Radioactive Iodine (RAI) Ablation
Following a total thyroidectomy for papillary or follicular thyroid cancer, your doctor may recommend radioactive iodine ablation. This, typically fairly low dose of radioiodine, is administered as a single oral pill which usually has limited side effects. Most of the radioiodine passes quickly through the body and is excreted in the urine. The remainder is taken up by any remaining thyroid tissue or papillary thyroid cancer cells in an effort to eradicate them. Although a survival benefit has not been demonstrated, radioiodine dose reduces the risk of recurrence of the disease. Most specialists would agree that patients with large tumors (greater than 4 cm), those with gross positive margins, and those with metastatic disease to the lymph nodes should be given radioactive iodine ablation therapy. Patients with small tumors (less than 1 cm) and negative nodes and clear margins are generally not recommended to have radioiodine ablation.
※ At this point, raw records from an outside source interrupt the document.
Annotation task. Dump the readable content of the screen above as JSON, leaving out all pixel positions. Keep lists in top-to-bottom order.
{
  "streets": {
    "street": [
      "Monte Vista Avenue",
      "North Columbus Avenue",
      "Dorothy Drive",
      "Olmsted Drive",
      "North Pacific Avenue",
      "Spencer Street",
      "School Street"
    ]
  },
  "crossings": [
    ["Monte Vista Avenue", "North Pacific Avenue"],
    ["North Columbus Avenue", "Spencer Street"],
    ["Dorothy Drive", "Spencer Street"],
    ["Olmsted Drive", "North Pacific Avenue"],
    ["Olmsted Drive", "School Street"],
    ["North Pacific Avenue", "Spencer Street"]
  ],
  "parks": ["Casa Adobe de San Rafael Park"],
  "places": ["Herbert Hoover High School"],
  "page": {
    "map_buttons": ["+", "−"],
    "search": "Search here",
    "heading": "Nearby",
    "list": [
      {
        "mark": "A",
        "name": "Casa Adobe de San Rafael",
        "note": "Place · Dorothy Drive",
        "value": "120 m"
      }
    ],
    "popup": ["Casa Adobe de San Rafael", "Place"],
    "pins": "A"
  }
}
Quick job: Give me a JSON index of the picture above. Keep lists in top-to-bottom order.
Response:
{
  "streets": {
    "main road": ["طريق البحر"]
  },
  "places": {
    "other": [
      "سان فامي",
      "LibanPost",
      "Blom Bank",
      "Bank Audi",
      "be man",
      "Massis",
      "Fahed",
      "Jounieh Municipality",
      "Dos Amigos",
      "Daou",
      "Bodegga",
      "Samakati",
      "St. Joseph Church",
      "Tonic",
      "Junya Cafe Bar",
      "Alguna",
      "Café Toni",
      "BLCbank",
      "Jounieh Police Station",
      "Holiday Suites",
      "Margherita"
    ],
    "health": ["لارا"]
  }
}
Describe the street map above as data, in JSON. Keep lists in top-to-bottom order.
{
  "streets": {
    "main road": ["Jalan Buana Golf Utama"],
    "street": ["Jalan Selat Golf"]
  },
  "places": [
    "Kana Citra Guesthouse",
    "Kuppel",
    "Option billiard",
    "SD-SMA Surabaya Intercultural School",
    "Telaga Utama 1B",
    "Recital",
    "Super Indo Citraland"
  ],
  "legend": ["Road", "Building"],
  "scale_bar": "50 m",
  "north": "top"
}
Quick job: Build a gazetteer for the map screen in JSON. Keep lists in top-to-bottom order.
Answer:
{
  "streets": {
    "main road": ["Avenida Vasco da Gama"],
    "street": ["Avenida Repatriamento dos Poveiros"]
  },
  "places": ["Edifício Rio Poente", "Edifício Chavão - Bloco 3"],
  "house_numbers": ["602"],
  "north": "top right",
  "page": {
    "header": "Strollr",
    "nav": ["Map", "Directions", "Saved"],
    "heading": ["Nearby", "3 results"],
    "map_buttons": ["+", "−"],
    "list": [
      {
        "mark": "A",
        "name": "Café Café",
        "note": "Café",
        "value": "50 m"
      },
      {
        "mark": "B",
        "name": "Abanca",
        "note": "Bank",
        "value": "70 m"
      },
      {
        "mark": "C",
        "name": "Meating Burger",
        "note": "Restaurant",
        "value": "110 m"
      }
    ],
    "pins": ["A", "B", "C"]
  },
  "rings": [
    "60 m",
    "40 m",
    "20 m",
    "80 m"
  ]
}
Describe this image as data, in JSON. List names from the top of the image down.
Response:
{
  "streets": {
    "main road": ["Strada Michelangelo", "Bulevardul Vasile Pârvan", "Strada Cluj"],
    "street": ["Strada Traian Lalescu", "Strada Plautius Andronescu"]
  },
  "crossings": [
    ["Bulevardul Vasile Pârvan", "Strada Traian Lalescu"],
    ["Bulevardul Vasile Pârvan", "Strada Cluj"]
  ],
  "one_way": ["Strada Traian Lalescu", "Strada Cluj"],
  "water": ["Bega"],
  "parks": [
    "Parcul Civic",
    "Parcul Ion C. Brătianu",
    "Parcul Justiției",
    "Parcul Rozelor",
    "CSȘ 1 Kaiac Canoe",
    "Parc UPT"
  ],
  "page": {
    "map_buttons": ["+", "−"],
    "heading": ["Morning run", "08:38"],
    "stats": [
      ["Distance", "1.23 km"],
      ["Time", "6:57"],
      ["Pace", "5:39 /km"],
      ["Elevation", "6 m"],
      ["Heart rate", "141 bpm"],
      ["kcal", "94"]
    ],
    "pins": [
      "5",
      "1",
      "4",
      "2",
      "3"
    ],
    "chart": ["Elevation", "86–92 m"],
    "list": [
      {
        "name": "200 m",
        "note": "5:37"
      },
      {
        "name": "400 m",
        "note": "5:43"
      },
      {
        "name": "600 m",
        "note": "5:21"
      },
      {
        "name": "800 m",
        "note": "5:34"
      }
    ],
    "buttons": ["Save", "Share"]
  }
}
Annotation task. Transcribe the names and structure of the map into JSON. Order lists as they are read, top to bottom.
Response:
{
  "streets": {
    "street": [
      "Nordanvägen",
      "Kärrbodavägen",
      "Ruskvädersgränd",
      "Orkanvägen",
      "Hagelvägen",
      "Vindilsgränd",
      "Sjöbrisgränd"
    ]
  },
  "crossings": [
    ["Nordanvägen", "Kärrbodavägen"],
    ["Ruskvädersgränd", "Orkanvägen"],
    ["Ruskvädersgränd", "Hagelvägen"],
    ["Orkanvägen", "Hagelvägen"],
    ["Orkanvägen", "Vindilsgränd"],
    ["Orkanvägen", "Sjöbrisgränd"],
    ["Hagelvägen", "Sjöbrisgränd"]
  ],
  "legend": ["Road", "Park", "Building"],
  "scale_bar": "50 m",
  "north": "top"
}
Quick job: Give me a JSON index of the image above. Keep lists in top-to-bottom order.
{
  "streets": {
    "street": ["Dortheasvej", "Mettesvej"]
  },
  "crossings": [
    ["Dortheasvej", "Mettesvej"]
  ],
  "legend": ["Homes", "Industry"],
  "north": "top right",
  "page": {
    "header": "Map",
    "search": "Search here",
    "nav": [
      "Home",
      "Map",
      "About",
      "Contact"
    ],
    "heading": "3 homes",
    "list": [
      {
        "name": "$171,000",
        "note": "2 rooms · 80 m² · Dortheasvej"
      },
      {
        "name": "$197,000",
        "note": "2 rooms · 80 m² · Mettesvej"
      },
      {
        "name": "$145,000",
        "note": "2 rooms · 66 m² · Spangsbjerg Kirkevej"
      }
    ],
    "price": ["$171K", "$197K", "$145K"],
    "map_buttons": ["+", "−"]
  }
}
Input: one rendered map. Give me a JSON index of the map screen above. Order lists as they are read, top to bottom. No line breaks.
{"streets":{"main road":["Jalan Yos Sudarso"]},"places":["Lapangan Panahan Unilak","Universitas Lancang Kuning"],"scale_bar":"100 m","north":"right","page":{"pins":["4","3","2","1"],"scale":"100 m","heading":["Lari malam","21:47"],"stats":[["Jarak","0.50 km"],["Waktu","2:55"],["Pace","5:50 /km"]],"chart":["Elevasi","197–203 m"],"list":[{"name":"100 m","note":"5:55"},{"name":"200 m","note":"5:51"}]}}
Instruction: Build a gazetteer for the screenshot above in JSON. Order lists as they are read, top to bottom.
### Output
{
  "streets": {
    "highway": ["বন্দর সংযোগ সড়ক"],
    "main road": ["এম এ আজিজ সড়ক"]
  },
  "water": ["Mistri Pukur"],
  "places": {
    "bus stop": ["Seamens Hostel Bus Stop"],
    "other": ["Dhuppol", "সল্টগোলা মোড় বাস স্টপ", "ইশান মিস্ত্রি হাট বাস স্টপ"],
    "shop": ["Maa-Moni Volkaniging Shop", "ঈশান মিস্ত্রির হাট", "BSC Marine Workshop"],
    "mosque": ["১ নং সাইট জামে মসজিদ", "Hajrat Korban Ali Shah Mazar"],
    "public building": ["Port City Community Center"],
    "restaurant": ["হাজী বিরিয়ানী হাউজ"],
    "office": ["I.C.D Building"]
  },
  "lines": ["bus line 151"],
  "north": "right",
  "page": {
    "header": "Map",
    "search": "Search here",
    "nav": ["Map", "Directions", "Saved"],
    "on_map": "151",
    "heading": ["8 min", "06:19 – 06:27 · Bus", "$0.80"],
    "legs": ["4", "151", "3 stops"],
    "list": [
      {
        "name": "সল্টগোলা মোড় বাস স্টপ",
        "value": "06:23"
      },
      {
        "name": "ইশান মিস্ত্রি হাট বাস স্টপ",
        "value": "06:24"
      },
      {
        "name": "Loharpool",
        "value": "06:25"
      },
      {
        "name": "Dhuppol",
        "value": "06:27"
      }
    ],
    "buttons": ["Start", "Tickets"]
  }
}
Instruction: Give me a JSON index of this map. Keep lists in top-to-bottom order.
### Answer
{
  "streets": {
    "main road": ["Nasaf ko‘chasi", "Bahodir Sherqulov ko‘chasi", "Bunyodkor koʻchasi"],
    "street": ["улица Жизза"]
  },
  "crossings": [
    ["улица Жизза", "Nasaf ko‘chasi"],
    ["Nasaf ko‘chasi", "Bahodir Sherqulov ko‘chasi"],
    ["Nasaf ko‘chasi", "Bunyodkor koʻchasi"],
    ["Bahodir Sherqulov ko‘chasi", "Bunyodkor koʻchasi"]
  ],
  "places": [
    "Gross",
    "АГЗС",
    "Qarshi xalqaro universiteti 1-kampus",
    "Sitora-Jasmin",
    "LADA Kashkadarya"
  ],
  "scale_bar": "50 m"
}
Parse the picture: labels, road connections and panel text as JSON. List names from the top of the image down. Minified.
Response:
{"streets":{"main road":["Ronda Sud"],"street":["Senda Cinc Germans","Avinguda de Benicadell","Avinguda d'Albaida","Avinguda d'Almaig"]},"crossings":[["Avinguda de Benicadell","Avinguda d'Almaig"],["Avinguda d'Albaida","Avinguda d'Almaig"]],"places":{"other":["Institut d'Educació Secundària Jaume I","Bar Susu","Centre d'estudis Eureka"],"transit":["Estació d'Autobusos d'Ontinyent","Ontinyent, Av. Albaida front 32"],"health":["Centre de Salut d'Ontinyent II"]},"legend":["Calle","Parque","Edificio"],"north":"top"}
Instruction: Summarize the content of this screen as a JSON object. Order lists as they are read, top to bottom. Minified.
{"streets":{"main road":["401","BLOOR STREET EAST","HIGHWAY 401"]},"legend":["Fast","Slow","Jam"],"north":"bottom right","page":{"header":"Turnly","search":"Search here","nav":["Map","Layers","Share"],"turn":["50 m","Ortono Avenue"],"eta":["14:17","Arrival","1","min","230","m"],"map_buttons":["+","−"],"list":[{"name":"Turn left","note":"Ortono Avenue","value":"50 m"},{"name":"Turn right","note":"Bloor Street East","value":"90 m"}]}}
Patients with papillary thyroid cancer require routine follow up every 6 months to a year. During this visit a physical examination is performed and blood work is sent for a TSH and thyroglobulin level. An ultrasound of the lymph nodes in the neck is also performed. The most common site of tumor recurrence is in the lymph nodes in the neck and is often heralded by a rise in the thyroglobulin level. A radioiodine scan may also be helpful in identifying the site of disease. In this setting, patients are typically referred for a biopsy of the suspicious node and may benefit from further surgery to remove the involved lymph nodes. Other patients may benefit from additional doses of radioactive iodine.